Ainsi donc, dans le communiqué en date du 21 septembre 2007 de  l’Assemblée des Evêques Orthodoxes de France on peut lire que l’AEOF « salue » les grands événements, « adresse ses félicitations les plus chaleureuses » à leurs acteurs,  « rend grâce à Dieu » pour ce qu’elle y voit de « bénédiction et grande promesse » , qu’elle se « réjouit » de tout cela quand elle ne s’en  « félicite » pas, qu’elle tient par ailleurs à « remercier l’accueil fraternel et l’hospitalité généreuse » qu’elle a pu recevoir ici ou là, qu’elle insiste à redire « toute sa gratitude » pour ses hôtes non sans qu’elle n’oublie de « souligner une fois de plus la grande utilité » de ses actions et quitte à répéter à nouveau, en conclusion, qu’elle « se réjouit » de mener ses « discussions dans un esprit irénique », et « se félicite » du « dialogue fraternel, transparent et direct » qui la caractérise. Tant de jubilation laisse rêveur : ce n’est plus Byzance, c’est Broadway ! S’amuserait- on à dire si l’on ne connaissait la gravité de l’heure. Car, à rebours de ce qu’il entend proclamer, qu’indique ce langage superlatif en forme de mantra, si ce n’est précisément la crainte du vide, l’évidence de la crise ?  La vérité est que l’Assemblée ne manque pas d’évêques de talent. Mais c’est un geste libérateur, prophétique, qui lui fait défaut. Afin de repenser la présence orthodoxe en France, il lui faudrait oser une expérience authentiquement conciliaire, un synode ouvert, des états-généraux où elle-même consentirait à tout risquer.
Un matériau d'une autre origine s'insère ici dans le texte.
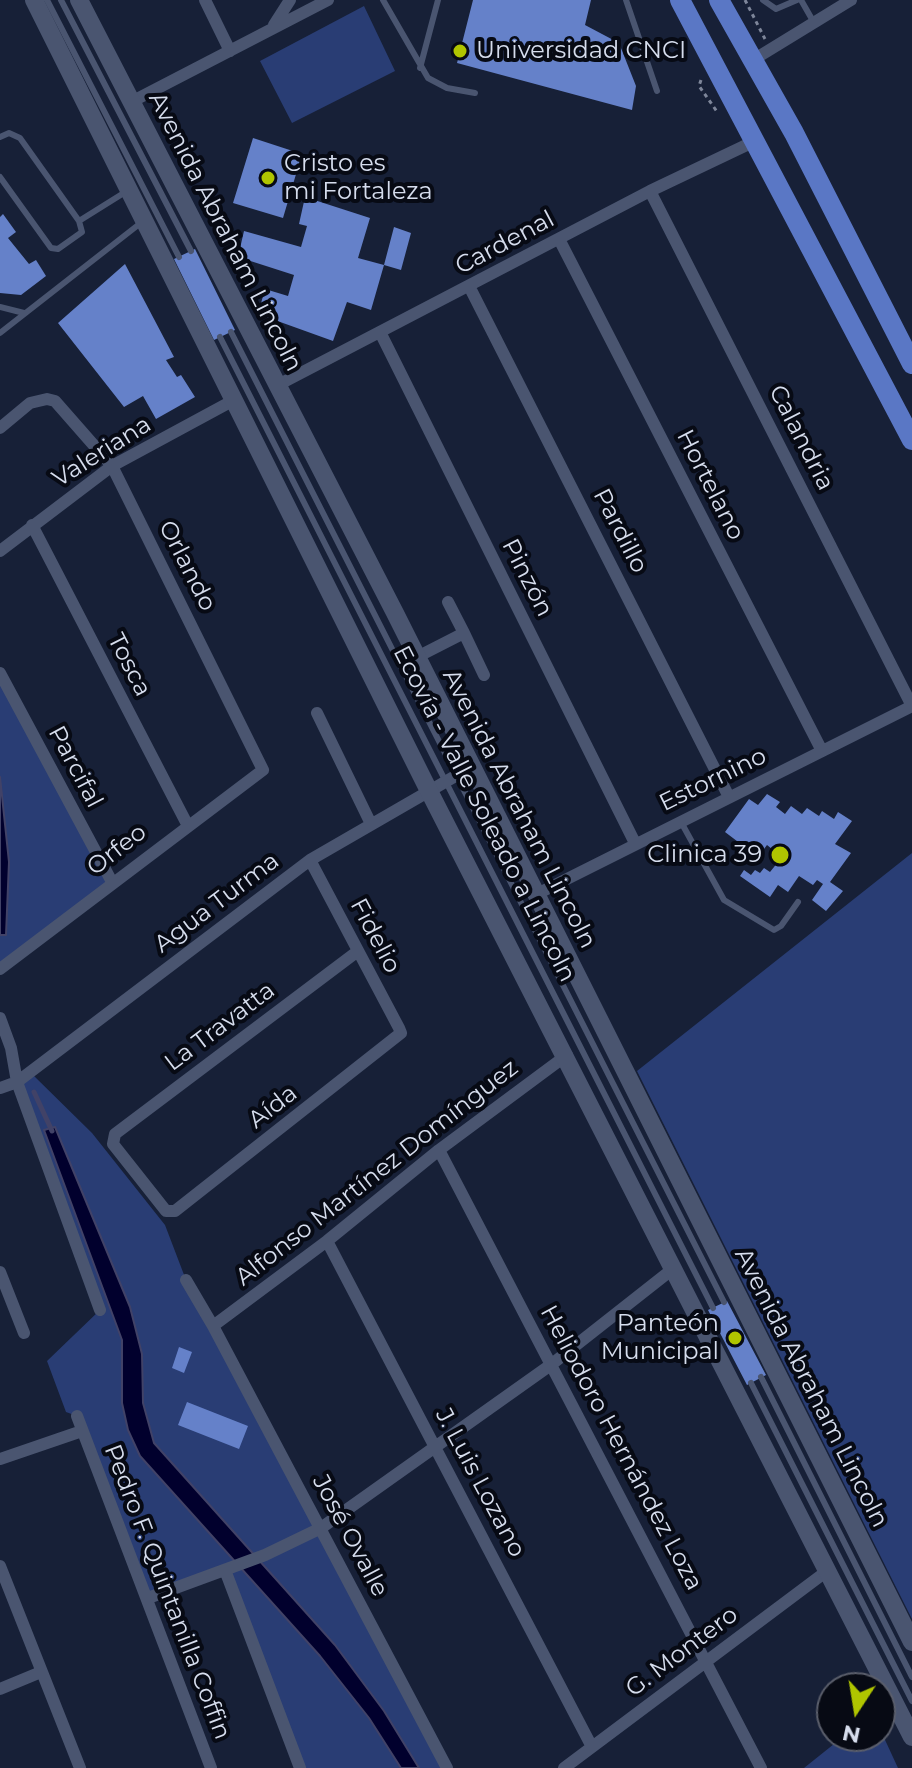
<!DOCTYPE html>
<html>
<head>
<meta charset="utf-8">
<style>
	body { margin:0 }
	#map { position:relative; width:912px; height:1768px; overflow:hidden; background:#172037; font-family:Montserrat,sans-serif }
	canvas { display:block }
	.north { position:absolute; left:816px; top:1672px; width:80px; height:80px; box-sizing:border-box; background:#070a14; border:2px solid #5a5e6b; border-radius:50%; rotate:192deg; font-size:22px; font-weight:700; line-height:32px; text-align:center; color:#d6dded }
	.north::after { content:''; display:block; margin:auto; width:28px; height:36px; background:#b0c500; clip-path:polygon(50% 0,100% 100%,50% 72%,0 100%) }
</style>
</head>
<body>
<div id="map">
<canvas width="912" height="1768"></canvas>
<div class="north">N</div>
</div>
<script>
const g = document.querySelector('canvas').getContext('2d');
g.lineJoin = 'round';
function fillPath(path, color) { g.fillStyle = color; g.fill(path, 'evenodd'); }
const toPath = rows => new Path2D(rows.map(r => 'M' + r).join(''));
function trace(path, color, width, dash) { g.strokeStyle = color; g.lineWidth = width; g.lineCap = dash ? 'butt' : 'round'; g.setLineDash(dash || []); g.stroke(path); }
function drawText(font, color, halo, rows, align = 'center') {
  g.font = font + ' Montserrat,sans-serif'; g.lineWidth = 8; g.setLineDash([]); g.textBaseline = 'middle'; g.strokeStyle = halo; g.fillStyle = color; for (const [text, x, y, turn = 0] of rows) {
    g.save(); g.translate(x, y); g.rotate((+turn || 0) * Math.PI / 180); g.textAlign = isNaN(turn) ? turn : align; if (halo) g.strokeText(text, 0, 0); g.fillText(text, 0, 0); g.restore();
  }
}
fillPath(toPath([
	[364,6,395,71,292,123,260,61],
	[0,673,112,882,0,969],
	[912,853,912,1619,637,1071],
	[33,1075,92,1133,165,1225,186,1280,447,1768,300,1768,225,1570,148,1598,77,1416,66,1412,47,1361,100,1310,17,1082],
	[880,1729,898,1768,804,1768,844,1736,880,1736]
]), '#293d74');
const water = toPath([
	[0,777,9,862,6,935,0,935,0,777],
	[55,1127,130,1307,142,1354,143,1403,154,1443,335,1645,384,1711,419,1768,401,1768,369,1718,320,1656,140,1456,128,1430,122,1403,122,1340,44,1130,55,1127]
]);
fillPath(water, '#01002d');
trace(water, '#414267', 2);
trace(toPath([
	[34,1092,52,1131]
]), '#414267', 5);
fillPath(toPath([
	[473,0,591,0,585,25,619,43,636,86,632,110,457,63],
	[253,138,302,154,283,218,233,203],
	[305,197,370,218,358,258,384,265,394,227,411,233,401,270,384,265,371,310,347,302,333,341,258,314,265,289,288,296,294,275,238,257,244,231,301,247,307,226,299,224],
	[3,214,16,232,8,238,29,264,36,260,46,276,21,295,0,293,0,217],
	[195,249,235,330,214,340,174,259],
	[125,264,174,357,166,360,177,377,181,375,195,397,156,419,143,396,124,407,58,323],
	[767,794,780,802,776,807,785,814,791,806,802,814,807,808,819,816,822,811,834,819,838,812,852,821,835,844,851,853,830,882,843,891,826,911,812,900,823,884,817,880,813,885,799,876,788,892,778,885,770,897,740,876,744,870,751,875,755,870,760,873,764,868,770,872,782,857,767,845,758,857,725,832,749,799,758,805],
	[727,1301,766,1375,747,1385,708,1310],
	[179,1347,192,1352,184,1373,172,1368],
	[187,1402,248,1426,239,1449,178,1425]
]), '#6581c9');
trace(toPath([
	[745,0,765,39],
	[701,80,699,86,718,113]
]), '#7e869a', 3, [4, 4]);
trace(toPath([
	[47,0,179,257],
	[61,0,191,251],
	[383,0,428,78,447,88,475,93],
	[626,0,657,91],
	[763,0,776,9,797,0],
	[801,0,813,21],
	[420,68,438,0],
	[0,137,9,133,20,138,79,221,82,232,58,249,51,248,0,177],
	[79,221,127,191],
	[0,307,24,313],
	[231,332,724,1302],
	[0,333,142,222],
	[220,337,713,1308],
	[681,822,724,900,774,930,781,926,798,902],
	[761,1377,912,1677],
	[751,1383,912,1701]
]), '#4a5570', 6);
trace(toPath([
	[205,0,230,51],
	[274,25,290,0],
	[753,60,851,0],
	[131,102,328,0],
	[650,191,912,706],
	[559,239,822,751],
	[469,286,729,797],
	[380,332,635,843],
	[276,386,650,191,755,141],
	[0,428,30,403,47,399,55,401,112,466,263,770,0,969],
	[32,525,187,824],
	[0,551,112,466,234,400],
	[448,602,464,633],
	[417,657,464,633,484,675],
	[0,673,112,882],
	[317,713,371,824],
	[310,860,399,1028,401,1033,175,1211,166,1211,113,1144,115,1134,358,951],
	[535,895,912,706],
	[0,1018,11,1048,17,1082,100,1310],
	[0,1088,17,1082,310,860,471,767],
	[439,1150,761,1768],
	[327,1241,592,1747],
	[0,1272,24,1333],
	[186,1280,213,1326,447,1768],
	[213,1326,327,1241,439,1150,567,1055],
	[77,1416,211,1768],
	[0,1459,82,1431],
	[0,1566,80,1768],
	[225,1570,300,1768],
	[148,1598,265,1555,321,1528,552,1364,674,1268],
	[0,1689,41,1672],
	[564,1768,827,1571]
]), '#4a5570', 12);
trace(toPath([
	[34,0,429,791,912,1737],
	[79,0,394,611,912,1642]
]), '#4a5570', 18);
trace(toPath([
	[680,0,912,440],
	[719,0,794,133,912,364]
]), '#5a77c5', 20);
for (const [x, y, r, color] of [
	[460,51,8,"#b0c500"],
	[268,178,8,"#b0c500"],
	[780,855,10,"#b0c500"],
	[735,1338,8,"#b0c500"]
]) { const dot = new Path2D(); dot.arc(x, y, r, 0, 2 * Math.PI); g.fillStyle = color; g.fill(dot); trace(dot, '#070a14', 3); }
drawText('24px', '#d6dded', '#070a14', [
	["Universidad CNCI",476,51],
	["Cristo es",284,164],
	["mi Fortaleza",284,192],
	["Clinica 39",762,855,"right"],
	["Panteón",719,1324,"right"],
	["Municipal",719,1352,"right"]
], 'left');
drawText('24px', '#d6dded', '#070a14', [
	["Avenida Abraham Lincoln",225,232,63],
	["Cardenal",505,243,-28],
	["Calandria",801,438,63],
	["Valeriana",102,452,-32],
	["Hortelano",710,485,63],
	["Pardillo",620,531,63],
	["Orlando",187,566,63],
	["Pinzón",527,578,63],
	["Tosca",129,665,63],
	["Parcifal",75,767,62],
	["Estornino",713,780,-26],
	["Avenida Abraham Lincoln",519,809,63],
	["Ecovía - Valle Soleado a Lincoln",484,814,63],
	["Orfeo",117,850,-38],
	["Agua Turma",217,903,-37],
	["Fidelio",375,936,62],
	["La Travatta",220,1027,-37],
	["Aída",273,1107,-38],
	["Alfonso Martínez Domínguez",377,1173,-38],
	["Avenida Abraham Lincoln",811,1388,63],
	["Heliodoro Hernández Loza",621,1448,62],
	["J. Luis Lozano",480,1483,62],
	["José Ovalle",350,1536,62],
	["Pedro F. Quintanilla Coffin",167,1592,69],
	["G. Montero",682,1652,-37]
]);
</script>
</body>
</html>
En attendant, refuser de confondre, à rebours du siècle, la communication et la communion marquerait, à tout le moins, un commencement.    
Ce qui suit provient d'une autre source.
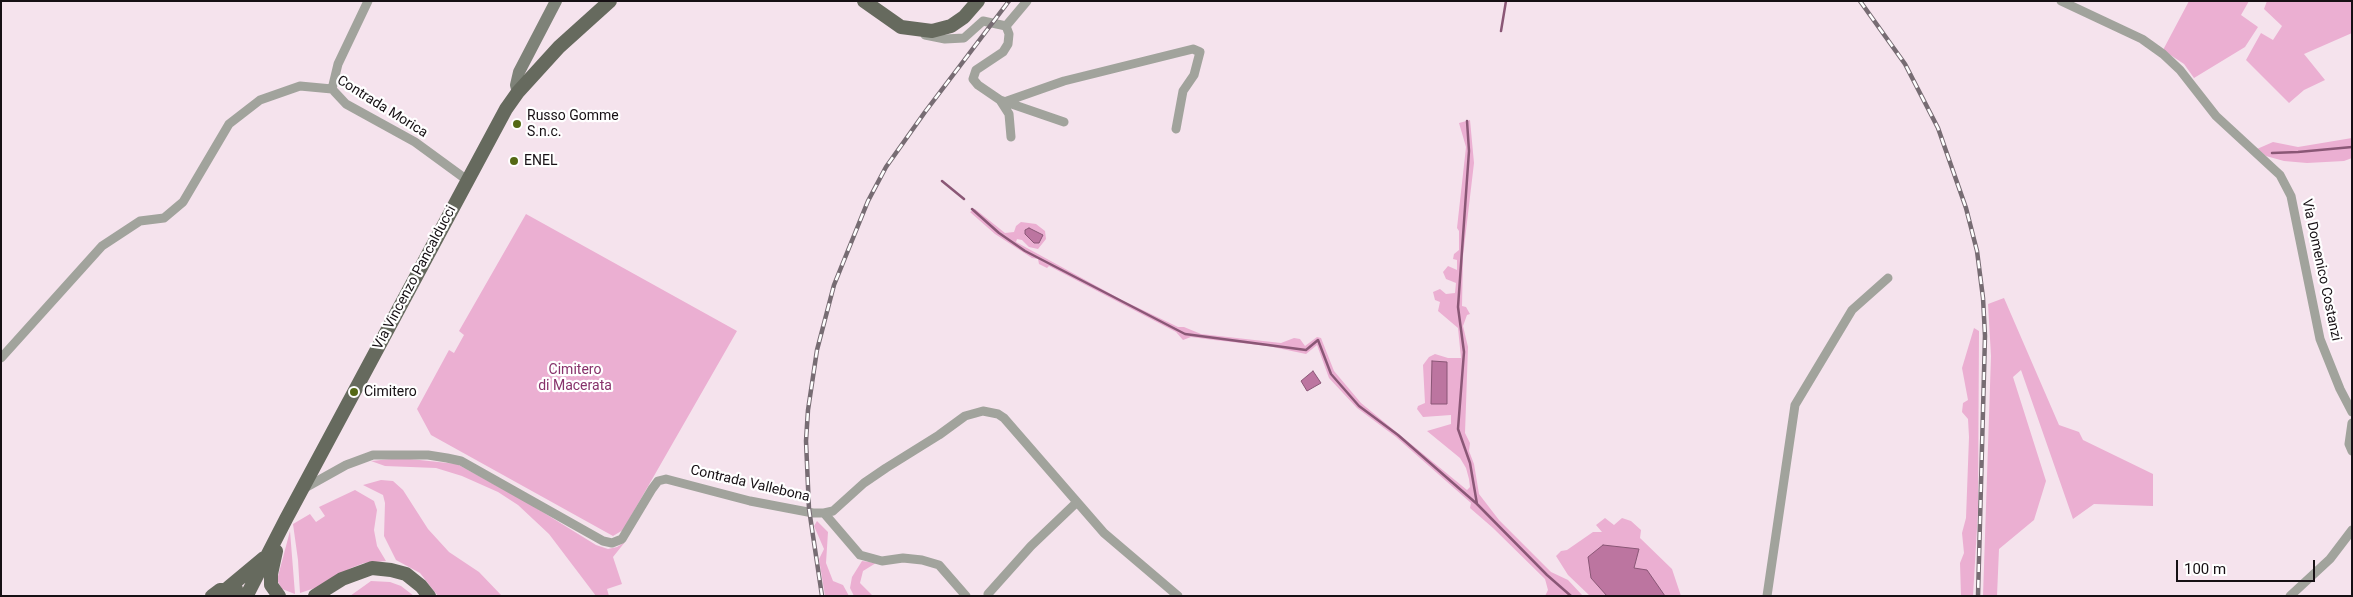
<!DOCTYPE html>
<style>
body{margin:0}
#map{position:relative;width:2353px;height:597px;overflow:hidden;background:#f5e3ed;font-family:Roboto,sans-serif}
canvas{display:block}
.frame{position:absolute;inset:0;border:2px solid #161014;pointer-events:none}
.scale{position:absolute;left:2176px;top:560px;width:139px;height:22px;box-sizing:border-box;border:2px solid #161014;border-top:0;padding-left:6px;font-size:15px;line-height:18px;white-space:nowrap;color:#161014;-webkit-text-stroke:4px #fff;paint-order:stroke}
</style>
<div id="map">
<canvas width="2353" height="597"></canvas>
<div class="frame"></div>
<div class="scale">100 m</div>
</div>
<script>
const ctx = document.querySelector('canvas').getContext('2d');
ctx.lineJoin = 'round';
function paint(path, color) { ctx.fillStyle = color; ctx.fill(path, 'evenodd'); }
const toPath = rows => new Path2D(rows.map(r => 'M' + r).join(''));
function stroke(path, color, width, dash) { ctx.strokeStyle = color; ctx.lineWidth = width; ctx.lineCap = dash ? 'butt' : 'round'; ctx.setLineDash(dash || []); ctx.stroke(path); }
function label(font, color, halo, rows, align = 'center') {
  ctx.font = font + ' Roboto,sans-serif'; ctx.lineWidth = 4.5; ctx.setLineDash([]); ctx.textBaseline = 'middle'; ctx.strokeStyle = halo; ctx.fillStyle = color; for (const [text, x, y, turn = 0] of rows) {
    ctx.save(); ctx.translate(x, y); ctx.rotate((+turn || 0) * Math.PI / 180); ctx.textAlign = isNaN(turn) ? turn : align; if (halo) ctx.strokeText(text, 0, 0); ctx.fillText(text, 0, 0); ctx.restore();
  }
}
paint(toPath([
 [2189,1,2249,1,2241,15,2258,27,2245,47,2194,78,2184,64,2163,50],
 [2267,1,2352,1,2352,33,2304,54,2325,80,2304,90,2289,103,2246,60,2261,33,2273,40,2282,26,2264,9],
 [1470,120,1474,163,1463,256,1462,306,1466,307,1470,314,1467,315,1463,326,1468,347,1465,433,1470,443,1469,451,1474,464,1479,494,1499,520,1551,572,1568,580,1583,596,1545,596,1548,590,1545,579,1493,528,1470,508,1471,503,1396,437,1357,408,1329,378,1317,345,1306,354,1268,346,1214,340,1191,337,1183,340,1176,332,1049,266,1047,268,1039,264,1038,259,1032,258,995,234,970,212,975,209,1005,233,1014,232,1016,226,1021,222,1036,224,1045,231,1046,239,1038,249,1029,247,1022,240,1017,239,1016,242,1122,300,1178,327,1184,327,1201,334,1281,343,1294,338,1300,339,1305,346,1317,337,1321,338,1334,371,1361,403,1467,490,1470,487,1469,479,1466,468,1460,458,1427,431,1451,424,1451,415,1423,417,1417,409,1418,406,1425,403,1423,365,1429,357,1435,354,1448,358,1461,358,1458,328,1438,311,1440,302,1435,300,1433,292,1440,289,1446,294,1455,293,1456,283,1446,279,1443,272,1448,266,1457,270,1457,260,1453,259,1454,254,1459,250,1459,231,1457,228,1466,147,1459,123],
 [2352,138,2352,158,2344,161,2307,163,2284,161,2266,156,2257,149,2273,142,2298,147],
 [526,214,737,331,623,530,613,536,431,435,417,409,449,350,454,353,464,335,459,331],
 [2004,298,2059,425,2079,432,2083,440,2153,474,2153,506,2094,504,2073,519,2021,370,2013,377,2046,481,2034,520,1999,549,1997,596,1983,596,1991,356,1988,304],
 [1974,328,1979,331,1978,510,1973,596,1961,596,1960,563,1964,553,1962,533,1966,518,1969,437,1968,419,1962,412,1963,403,1968,400,1962,368],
 [401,458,457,464,528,503,596,545,608,549,617,547,625,542,613,557,622,584,607,589,609,596,596,596,549,534,518,505,498,492,462,476,436,468,385,466,371,461],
 [381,480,393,481,403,490,428,529,449,552,479,572,502,596,438,596,420,573,396,560,384,536,385,503,383,495,363,485],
 [355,490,374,501,377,510,374,530,377,546,386,561,364,563,351,568,318,587,300,593,298,560,293,524,310,514,316,522,325,516,319,507],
 [1605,518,1614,525,1622,518,1631,521,1641,530,1640,538,1672,569,1681,596,1590,596,1568,575,1556,556,1561,551,1567,550,1593,532,1602,532,1596,525],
 [817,521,828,532,826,563,833,581,843,585,849,596,825,596,819,559,824,549,814,526],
 [290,531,295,594,282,589,277,580],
 [862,561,876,563,863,571,860,583,873,596,854,596,850,588,852,577],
 [371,581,390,582,401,586,414,596,350,596]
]), '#ebafd2');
const water = toPath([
 [1029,228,1043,235,1039,243,1034,243,1025,234,1025,230,1029,228],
 [1432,361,1447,362,1447,404,1431,404,1432,361],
 [1313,371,1321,383,1307,391,1301,381,1313,371],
 [1603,545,1639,549,1634,568,1647,570,1665,596,1607,596,1591,578,1588,557,1603,545]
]);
paint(water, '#bc75a0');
stroke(water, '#8a5776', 1);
stroke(toPath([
 [1501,31,1506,1],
 [1467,121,1469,151,1458,307,1464,352,1458,429,1470,463,1477,504,1547,575,1571,596],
 [2272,153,2298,152,2352,147],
 [942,181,964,199],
 [972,209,999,233,1025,251,1185,334,1306,350,1318,340,1331,374,1359,406,1398,435,1477,504]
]), '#8a5776', 2.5);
stroke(toPath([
 [2061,1,2142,39,2163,54,2180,70,2216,116,2280,175,2291,196,2320,339,2340,389,2352,412],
 [1006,26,1027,1],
 [925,35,945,39,964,38,983,21,1006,26,1009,34,1008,44,1003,52,976,70,973,79,978,85,1000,100,1064,122],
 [332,89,338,64,368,1],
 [1000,100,1009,114,1011,137],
 [1007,101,1064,81,1193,49,1200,52,1194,75,1183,91,1176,129],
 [1,358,102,246,140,221,164,218,183,202,229,124,260,100,300,86,332,89,346,104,415,142,467,180],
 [2352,423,2349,444,2352,451],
 [303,489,346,465,373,455,428,455,447,458,461,461,603,541,612,543,622,539,652,489,658,481,666,479,750,501,813,513,824,513,833,511,864,483,886,468,939,435,965,416,983,411,998,414,1004,418,1104,533,1178,596],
 [824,513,860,555,882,561,903,558,922,560,939,565,966,596],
 [989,596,988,594,1031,546,1076,503],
 [1767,596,1795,405,1852,310,1888,278],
 [2290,596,2330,559,2352,530]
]), '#a1a39c', 9);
stroke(toPath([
 [518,92,516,85,519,72,556,1]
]), '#7e8278', 12);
stroke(toPath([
 [864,1,901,27,932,31,951,26,964,17,978,1],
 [276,551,271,574,271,585,279,596],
 [228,588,264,558],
 [247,595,286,519,506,109,518,92,559,47,610,1],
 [212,596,220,590,236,589],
 [315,596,342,579,372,568,391,570,406,574,421,586,429,596]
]), '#666a5e', 14);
const rail = toPath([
 [1860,1,1905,64,1938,128,1966,208,1977,251,1983,298,1985,336,1978,596],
 [822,596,809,509,806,441,808,410,817,350,834,285,868,201,886,167,925,112,1009,1]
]);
stroke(rail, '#776c73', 4.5);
stroke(rail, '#fff', 2.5, [8]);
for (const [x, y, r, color] of [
 [517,124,5,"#546814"],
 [514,161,5,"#546814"],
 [354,392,5,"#546814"]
]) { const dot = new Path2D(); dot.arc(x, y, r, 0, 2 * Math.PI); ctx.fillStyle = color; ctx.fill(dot); stroke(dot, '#fff', 2); }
label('14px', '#161014', '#fff', [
 ["Contrada Morica",382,107,32],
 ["Via Domenico Costanzi",2321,270,78],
 ["Via Vincenzo Pancalducci",415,278,-62],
 ["Contrada Vallebona",750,484,13]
]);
label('14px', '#161014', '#fff', [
 ["Russo Gomme",527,116],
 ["S.n.c.",527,132],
 ["ENEL",524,161],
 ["Cimitero",364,392]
], 'left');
label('14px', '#87326b', '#fff', [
 ["Cimitero",575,370],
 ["di Macerata",575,386]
]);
</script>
Crise financière internationale, réforme gouvernementale du travail, aménagements des retraites et guichet de la fonction publique, contrôles migratoires et test ADN, lente mais sûre implosion de la Belgique, menaces sur le menaçant Iran et, last but not least,  rassérènement sans certitude sur le Quinze de France : l’actualité est là, à tant se répéter,  piétiner, patauger, que l’on est assuré de voir tous ces sujets revenir. Et nous d’y survenir.